[Clayart] - Being a Potter

David Woof woofpots at hotmail.com
Fri Mar 28 22:51:19 EDT 2014

Hi Mark,
it does take a strong sense of one's abilities, to put it out there for all to view, and it does take healthy ego energy to believe that the work merits the acclaim it is to receive.  There are always those blocked "poets" who would poison the well for others.  Folks who bandy about words w/out ever checking Webster's before they spew labels.  It can be a thin and wavering line between seeming confident and proud of one's work, or an egotistical ass in the opinion of others more insecure and less proficient.   Not more to say about "Jerks."   Seems we all have a definition that many times collides with someone else's reckoning.  The study I mused about would prove inconclusive.  I've gotten to know and appreciate some "jerks at first impression"

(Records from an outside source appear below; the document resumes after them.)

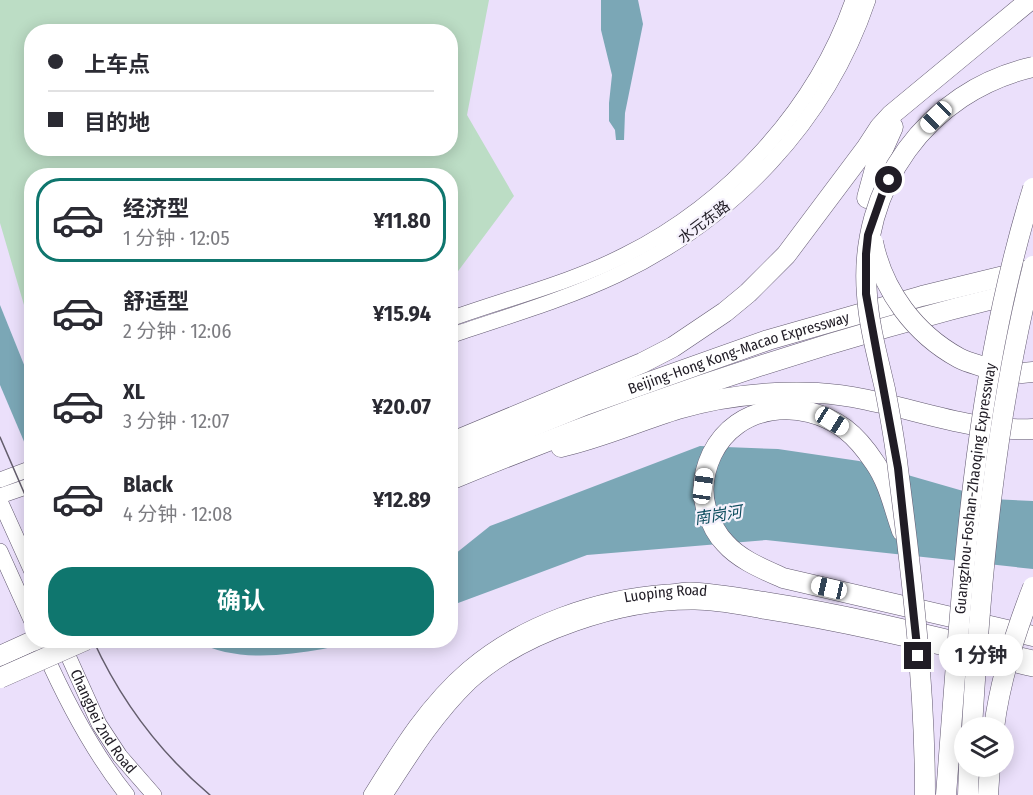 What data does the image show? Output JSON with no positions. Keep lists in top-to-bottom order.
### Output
{
  "streets": {
    "highway": ["Beijing-Hong Kong-Macao Expressway", "Guangzhou-Foshan-Zhaoqing Expressway"],
    "main road": ["水元东路", "Luoping Road", "Changbei 2nd Road"]
  },
  "crossings": [
    ["Beijing-Hong Kong-Macao Expressway", "Guangzhou-Foshan-Zhaoqing Expressway"]
  ],
  "water": ["南岗河"],
  "page": {
    "banner": ["上车点", "目的地"],
    "list": [
      {
        "name": "经济型",
        "note": "1 分钟 · 12:05",
        "value": "¥11.80"
      },
      {
        "name": "舒适型",
        "note": "2 分钟 · 12:06",
        "value": "¥15.94"
      },
      {
        "name": "XL",
        "note": "3 分钟 · 12:07",
        "value": "¥20.07"
      },
      {
        "name": "Black",
        "note": "4 分钟 · 12:08",
        "value": "¥12.89"
      }
    ],
    "buttons": "确认",
    "bubble": "1 分钟"
  }
} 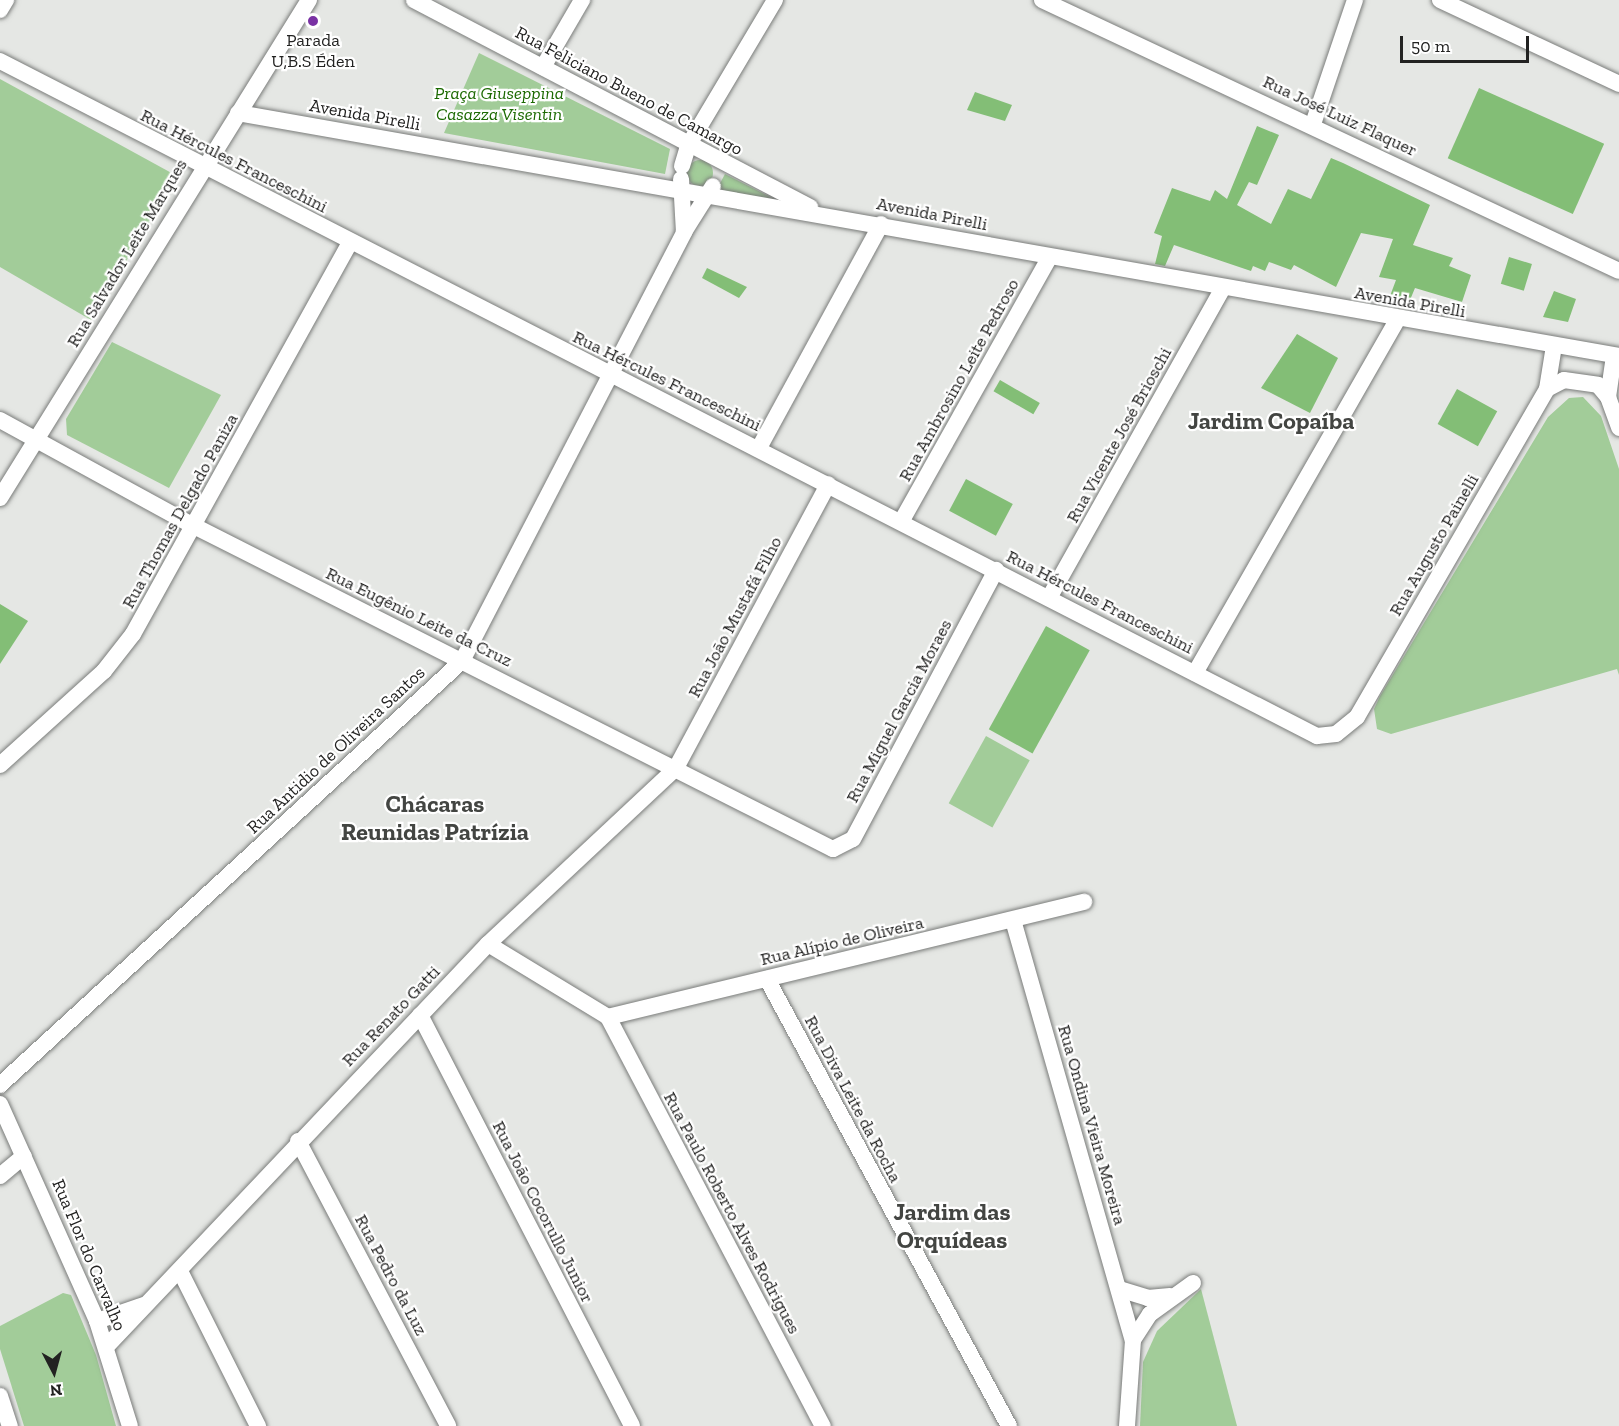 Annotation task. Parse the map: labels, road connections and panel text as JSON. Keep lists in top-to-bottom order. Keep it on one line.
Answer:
{"streets":{"street":["Rua Feliciano Bueno de Camargo","Avenida Pirelli","Rua José Luiz Flaquer","Rua Hércules Franceschini","Rua Salvador Leite Marques","Rua Ambrosino Leite Pedroso","Rua Vicente José Brioschi","Rua Thomas Delgado Paniza","Rua Augusto Painelli","Rua Eugênio Leite da Cruz","Rua João Mustafá Filho","Rua Miguel Garcia Moraes","Rua Antidio de Oliveira Santos","Rua Alípio de Oliveira","Rua Renato Gatti","Rua Diva Leite da Rocha","Rua Ondina Vieira Moreira","Rua João Cocorullo Junior","Rua Paulo Roberto Alves Rodrigues","Rua Flor do Carvalho","Rua Pedro da Luz"]},"crossings":[["Rua Feliciano Bueno de Camargo","Avenida Pirelli"],["Avenida Pirelli","Rua Salvador Leite Marques"],["Avenida Pirelli","Rua Ambrosino Leite Pedroso"],["Avenida Pirelli","Rua Vicente José Brioschi"],["Avenida Pirelli","Rua Augusto Painelli"],["Avenida Pirelli","Rua Antidio de Oliveira Santos"],["Rua Hércules Franceschini","Rua Salvador Leite Marques"],["Rua Hércules Franceschini","Rua Ambrosino Leite Pedroso"],["Rua Hércules Franceschini","Rua Vicente José Brioschi"],["Rua Hércules Franceschini","Rua Thomas Delgado Paniza"],["Rua Hércules Franceschini","Rua Augusto Painelli"],["Rua Hércules Franceschini","Rua João Mustafá Filho"],["Rua Hércules Franceschini","Rua Miguel Garcia Moraes"],["Rua Hércules Franceschini","Rua Antidio de Oliveira Santos"],["Rua Salvador Leite Marques","Rua Eugênio Leite da Cruz"],["Rua Thomas Delgado Paniza","Rua Eugênio Leite da Cruz"],["Rua Eugênio Leite da Cruz","Rua João Mustafá Filho"],["Rua Eugênio Leite da Cruz","Rua Miguel Garcia Moraes"],["Rua Eugênio Leite da Cruz","Rua Antidio de Oliveira Santos"],["Rua Eugênio Leite da Cruz","Rua Renato Gatti"],["Rua João Mustafá Filho","Rua Renato Gatti"],["Rua Alípio de Oliveira","Rua Diva Leite da Rocha"],["Rua Alípio de Oliveira","Rua Ondina Vieira Moreira"],["Rua Alípio de Oliveira","Rua Paulo Roberto Alves Rodrigues"],["Rua Renato Gatti","Rua João Cocorullo Junior"],["Rua Renato Gatti","Rua Flor do Carvalho"],["Rua Renato Gatti","Rua Pedro da Luz"]],"districts":["Jardim Copaíba","Chácaras Reunidas Patrízia","Jardim das Orquídeas"],"parks":["Praça Giuseppina Casazza Visentin"],"places":["Parada U,B.S Éden"],"scale_bar":"50 m","north":"bottom"} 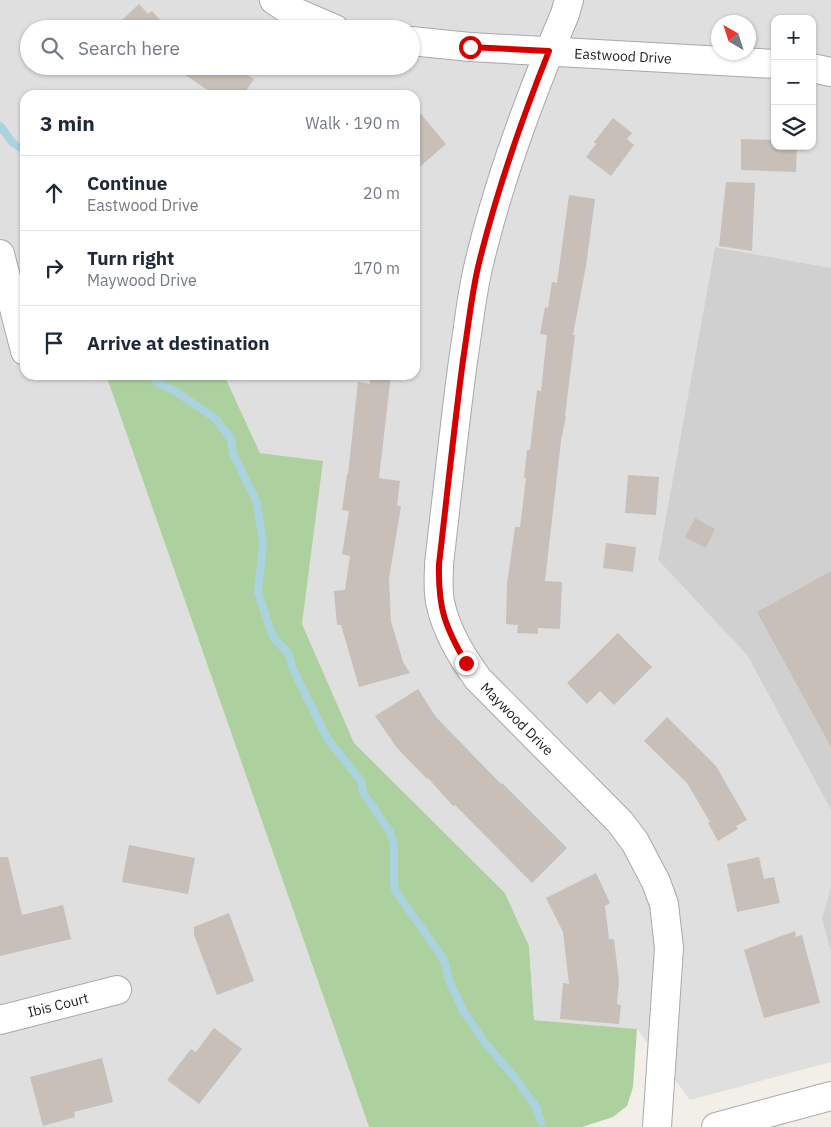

My experience with the older timers who have passed, and those still among us, has been that along with a down to earth humility came a take no crap tough mindedness.  But they too had their detractors and support.  The successful at what they set out to do didn't give it a sideways glance.  Waste of valuable creative energy.  

Lets hope to pass that on to the coming generations.  We must stick together.
Quit fighting to maintain a place in the existing systems whose doors are closing, and create a composite and flexible new one of our own that supports and energizes for a changing future.  Start local and let it grow where it will.  Keep making what ever incites passion.  Good work will always sell.   There is historical support for this.

David Woof

Date: Fri, 28 Mar 2014 15:00:49 -0700
Subject: Re: [Clayart] - Being a Potter
From: mtigges.clayart at gmail.com
To: woofpots at hotmail.com

I was watching a documentary today about a musician.  This particular person is seemingly quite thoughtful, but largely considered quite egotistical.  A peer of his, an equally successful musician commented on a particularly beautiful song that the first had written; "anyone that can write that has to be a beautiful person."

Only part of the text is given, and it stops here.